REQUIRED ACTION = Report every line below that holds the word "content".

INPUT DATA =
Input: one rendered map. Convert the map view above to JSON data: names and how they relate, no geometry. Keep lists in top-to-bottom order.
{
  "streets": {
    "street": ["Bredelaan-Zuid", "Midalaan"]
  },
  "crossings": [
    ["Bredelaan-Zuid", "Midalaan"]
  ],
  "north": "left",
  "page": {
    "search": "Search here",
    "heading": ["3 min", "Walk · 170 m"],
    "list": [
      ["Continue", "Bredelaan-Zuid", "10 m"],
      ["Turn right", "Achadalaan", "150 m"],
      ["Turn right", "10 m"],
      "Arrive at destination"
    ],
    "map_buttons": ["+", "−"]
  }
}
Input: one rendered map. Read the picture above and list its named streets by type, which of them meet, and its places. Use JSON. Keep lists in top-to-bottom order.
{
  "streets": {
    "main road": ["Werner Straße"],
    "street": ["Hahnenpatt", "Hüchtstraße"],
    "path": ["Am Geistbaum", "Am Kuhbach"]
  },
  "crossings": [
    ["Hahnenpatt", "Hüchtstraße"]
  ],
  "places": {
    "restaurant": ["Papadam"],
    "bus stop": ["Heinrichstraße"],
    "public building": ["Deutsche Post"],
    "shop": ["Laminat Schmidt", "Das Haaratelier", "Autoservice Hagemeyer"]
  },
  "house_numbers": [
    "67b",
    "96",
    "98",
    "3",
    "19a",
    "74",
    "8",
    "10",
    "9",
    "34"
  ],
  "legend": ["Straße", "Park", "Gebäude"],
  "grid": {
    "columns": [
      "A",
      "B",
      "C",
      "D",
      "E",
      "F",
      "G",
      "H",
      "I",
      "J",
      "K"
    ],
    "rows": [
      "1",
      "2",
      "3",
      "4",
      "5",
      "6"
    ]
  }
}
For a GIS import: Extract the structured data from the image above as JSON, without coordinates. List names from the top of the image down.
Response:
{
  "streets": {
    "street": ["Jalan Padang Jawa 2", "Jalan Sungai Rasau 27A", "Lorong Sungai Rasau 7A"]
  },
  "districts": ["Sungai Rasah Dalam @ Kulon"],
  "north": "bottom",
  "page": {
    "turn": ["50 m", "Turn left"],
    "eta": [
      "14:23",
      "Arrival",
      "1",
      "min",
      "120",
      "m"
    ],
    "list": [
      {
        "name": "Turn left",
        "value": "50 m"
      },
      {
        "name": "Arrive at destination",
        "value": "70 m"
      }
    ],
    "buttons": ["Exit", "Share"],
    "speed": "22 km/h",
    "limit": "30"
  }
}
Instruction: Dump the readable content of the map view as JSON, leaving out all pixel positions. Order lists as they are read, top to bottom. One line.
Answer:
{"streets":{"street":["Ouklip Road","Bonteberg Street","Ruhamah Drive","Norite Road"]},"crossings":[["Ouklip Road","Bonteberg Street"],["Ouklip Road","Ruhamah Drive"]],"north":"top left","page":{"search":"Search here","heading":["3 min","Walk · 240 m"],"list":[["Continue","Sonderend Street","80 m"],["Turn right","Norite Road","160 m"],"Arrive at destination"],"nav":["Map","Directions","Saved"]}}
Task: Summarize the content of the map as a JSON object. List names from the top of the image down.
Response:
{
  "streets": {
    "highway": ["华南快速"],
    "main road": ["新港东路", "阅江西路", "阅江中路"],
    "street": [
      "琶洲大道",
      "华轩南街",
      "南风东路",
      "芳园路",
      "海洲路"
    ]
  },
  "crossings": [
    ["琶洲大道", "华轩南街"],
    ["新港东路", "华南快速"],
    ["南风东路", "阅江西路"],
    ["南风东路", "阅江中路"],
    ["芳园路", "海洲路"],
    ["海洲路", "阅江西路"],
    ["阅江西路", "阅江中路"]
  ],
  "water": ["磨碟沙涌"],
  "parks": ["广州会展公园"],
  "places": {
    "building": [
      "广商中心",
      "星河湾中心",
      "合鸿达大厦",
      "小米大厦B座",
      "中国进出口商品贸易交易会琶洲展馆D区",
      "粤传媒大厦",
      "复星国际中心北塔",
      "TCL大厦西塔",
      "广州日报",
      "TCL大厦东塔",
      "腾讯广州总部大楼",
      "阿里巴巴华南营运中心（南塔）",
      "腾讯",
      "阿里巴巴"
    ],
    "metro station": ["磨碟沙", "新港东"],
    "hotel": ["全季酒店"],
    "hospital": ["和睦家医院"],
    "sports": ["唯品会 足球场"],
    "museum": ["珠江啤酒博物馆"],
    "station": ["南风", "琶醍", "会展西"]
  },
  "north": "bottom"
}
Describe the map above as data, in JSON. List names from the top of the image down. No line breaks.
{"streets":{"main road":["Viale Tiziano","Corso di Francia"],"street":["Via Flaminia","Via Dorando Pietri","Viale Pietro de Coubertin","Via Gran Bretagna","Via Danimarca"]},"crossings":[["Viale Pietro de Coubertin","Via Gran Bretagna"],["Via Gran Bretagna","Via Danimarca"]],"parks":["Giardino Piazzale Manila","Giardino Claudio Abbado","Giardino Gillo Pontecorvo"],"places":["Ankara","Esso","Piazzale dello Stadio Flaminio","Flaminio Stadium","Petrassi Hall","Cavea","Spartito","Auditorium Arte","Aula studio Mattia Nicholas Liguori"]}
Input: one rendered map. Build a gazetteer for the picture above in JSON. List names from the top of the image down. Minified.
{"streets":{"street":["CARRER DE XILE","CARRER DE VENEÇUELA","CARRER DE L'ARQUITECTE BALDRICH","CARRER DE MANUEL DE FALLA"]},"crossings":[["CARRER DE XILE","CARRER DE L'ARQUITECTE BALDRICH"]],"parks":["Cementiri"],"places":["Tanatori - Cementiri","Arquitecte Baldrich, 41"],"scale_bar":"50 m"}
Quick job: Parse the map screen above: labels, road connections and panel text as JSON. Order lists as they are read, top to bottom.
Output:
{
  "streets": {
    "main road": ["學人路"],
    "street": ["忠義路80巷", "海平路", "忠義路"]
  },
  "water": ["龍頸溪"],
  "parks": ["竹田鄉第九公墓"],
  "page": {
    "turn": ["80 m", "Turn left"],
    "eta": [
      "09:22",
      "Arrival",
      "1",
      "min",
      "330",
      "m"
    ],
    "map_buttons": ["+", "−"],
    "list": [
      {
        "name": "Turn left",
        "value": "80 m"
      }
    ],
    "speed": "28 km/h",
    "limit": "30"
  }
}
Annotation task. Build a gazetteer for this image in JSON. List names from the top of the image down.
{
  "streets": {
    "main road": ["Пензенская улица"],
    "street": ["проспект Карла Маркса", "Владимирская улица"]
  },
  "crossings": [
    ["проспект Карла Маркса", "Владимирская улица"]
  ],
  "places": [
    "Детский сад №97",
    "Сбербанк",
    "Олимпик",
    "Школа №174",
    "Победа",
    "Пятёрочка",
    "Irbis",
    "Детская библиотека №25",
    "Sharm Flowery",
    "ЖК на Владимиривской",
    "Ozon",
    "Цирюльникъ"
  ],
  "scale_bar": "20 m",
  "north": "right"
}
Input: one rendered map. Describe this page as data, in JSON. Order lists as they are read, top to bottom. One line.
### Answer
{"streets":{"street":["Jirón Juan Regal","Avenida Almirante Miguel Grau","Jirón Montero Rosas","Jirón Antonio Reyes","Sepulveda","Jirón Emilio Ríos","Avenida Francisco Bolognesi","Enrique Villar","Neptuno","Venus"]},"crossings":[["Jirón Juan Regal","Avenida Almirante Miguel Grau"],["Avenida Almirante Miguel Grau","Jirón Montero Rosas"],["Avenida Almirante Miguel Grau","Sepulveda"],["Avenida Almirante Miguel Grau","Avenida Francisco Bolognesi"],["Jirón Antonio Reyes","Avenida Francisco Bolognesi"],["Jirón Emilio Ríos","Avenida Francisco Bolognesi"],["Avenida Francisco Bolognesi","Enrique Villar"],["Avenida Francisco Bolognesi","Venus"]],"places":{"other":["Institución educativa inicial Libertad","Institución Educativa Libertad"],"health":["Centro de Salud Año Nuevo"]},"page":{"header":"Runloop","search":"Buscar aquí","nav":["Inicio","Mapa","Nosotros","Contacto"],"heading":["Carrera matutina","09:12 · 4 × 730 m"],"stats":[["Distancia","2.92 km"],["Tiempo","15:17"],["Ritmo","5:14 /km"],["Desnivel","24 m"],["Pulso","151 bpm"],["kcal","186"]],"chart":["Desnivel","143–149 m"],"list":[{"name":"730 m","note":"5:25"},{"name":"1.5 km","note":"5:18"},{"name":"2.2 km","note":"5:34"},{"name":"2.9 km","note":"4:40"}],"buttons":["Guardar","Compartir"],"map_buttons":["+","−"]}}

YOUR SOLUTION =
Instruction: Dump the readable content of the map view as JSON, leaving out all pixel positions. Order lists as they are read, top to bottom. One line.
Task: Summarize the content of the map as a JSON object. List names from the top of the image down.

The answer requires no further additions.